The job applications and resumes I’ve sent out are grasping for whatever threads of employment they see glimmering the breeze but these threads glimmer and then are gone, blown away by the hot, dusty desert air. I expand my search out to include other cities, states, places. Plenty of jobs in New York. But moving to New York is out of the question. Plenty of jobs in Chicago. Moving to Chicago is also out of the question. Economic forces are real: they are invisible but strong: I cannot sell my house in the current housing market and afford to move elsewhere. Maybe I can next year, or the year after. But what I need right now is a job where I am, something that will allow me to make the payments on my previous student loans that kick back into repayment mode on June 1.

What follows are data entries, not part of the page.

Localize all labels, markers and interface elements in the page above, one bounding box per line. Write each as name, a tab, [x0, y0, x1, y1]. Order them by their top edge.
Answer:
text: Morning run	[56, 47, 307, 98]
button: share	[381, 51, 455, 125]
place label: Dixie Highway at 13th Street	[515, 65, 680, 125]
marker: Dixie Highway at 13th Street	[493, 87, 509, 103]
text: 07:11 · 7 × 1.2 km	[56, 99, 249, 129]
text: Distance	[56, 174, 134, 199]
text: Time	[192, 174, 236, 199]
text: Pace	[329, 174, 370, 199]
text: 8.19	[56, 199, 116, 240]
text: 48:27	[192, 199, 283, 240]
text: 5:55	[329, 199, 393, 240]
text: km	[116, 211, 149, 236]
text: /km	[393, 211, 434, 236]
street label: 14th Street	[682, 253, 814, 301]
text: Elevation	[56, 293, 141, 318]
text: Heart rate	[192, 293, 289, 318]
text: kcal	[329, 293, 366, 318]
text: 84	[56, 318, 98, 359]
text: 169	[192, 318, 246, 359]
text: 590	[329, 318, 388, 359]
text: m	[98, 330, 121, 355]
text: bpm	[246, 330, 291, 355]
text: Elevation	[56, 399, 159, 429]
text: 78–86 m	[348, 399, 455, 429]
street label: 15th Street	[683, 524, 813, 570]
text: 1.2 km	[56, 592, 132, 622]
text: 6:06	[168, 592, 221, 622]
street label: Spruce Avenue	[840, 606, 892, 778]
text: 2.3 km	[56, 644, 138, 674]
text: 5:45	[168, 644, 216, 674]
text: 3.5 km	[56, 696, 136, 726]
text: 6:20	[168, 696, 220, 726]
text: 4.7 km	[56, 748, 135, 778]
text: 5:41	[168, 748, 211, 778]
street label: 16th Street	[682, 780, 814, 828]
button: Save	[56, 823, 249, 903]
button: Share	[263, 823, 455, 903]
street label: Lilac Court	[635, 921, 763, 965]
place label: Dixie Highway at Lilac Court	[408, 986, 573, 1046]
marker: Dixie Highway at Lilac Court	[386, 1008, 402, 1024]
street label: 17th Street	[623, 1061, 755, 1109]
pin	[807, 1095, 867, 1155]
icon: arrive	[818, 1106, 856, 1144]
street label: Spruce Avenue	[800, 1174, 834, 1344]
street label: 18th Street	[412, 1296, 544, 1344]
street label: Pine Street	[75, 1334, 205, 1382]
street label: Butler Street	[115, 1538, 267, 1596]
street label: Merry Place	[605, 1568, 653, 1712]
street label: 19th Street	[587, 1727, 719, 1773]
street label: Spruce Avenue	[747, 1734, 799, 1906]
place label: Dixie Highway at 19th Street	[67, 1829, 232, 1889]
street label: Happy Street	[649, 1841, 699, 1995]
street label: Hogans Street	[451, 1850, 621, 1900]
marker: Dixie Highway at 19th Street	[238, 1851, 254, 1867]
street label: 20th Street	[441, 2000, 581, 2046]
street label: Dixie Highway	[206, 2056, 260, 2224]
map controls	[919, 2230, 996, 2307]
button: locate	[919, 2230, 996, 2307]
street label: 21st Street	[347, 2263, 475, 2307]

Unlike most of my friends, I am doing what I love. It doesn’t seem right that doing what I love is antithetical to the idea of a career, to financial stability, to quality of life. I am not sure what can change to allow more writers to do what they do best--- write--- but the demise of more and more print publications (RIP Harp and No Depression and Book Critics Circle) and pay being cut at reputable publications for writers like Publishers Weekly, does not seem very hopeful. Sure, everyone wants to read things online for free. But everyone also needs to remember that someone wrote what they’re reading. Someone spent hours on the phone, hours transcribing interviews, hours listening, thinking, and then hours writing, revising, editing. We as a culture need to value our writers more. What would happen if no one wrote anything for a day? For even half a day? What if all of the writers in the world created a virtual desert, with empty pages, no content, just endless white space--- where would the information age be then?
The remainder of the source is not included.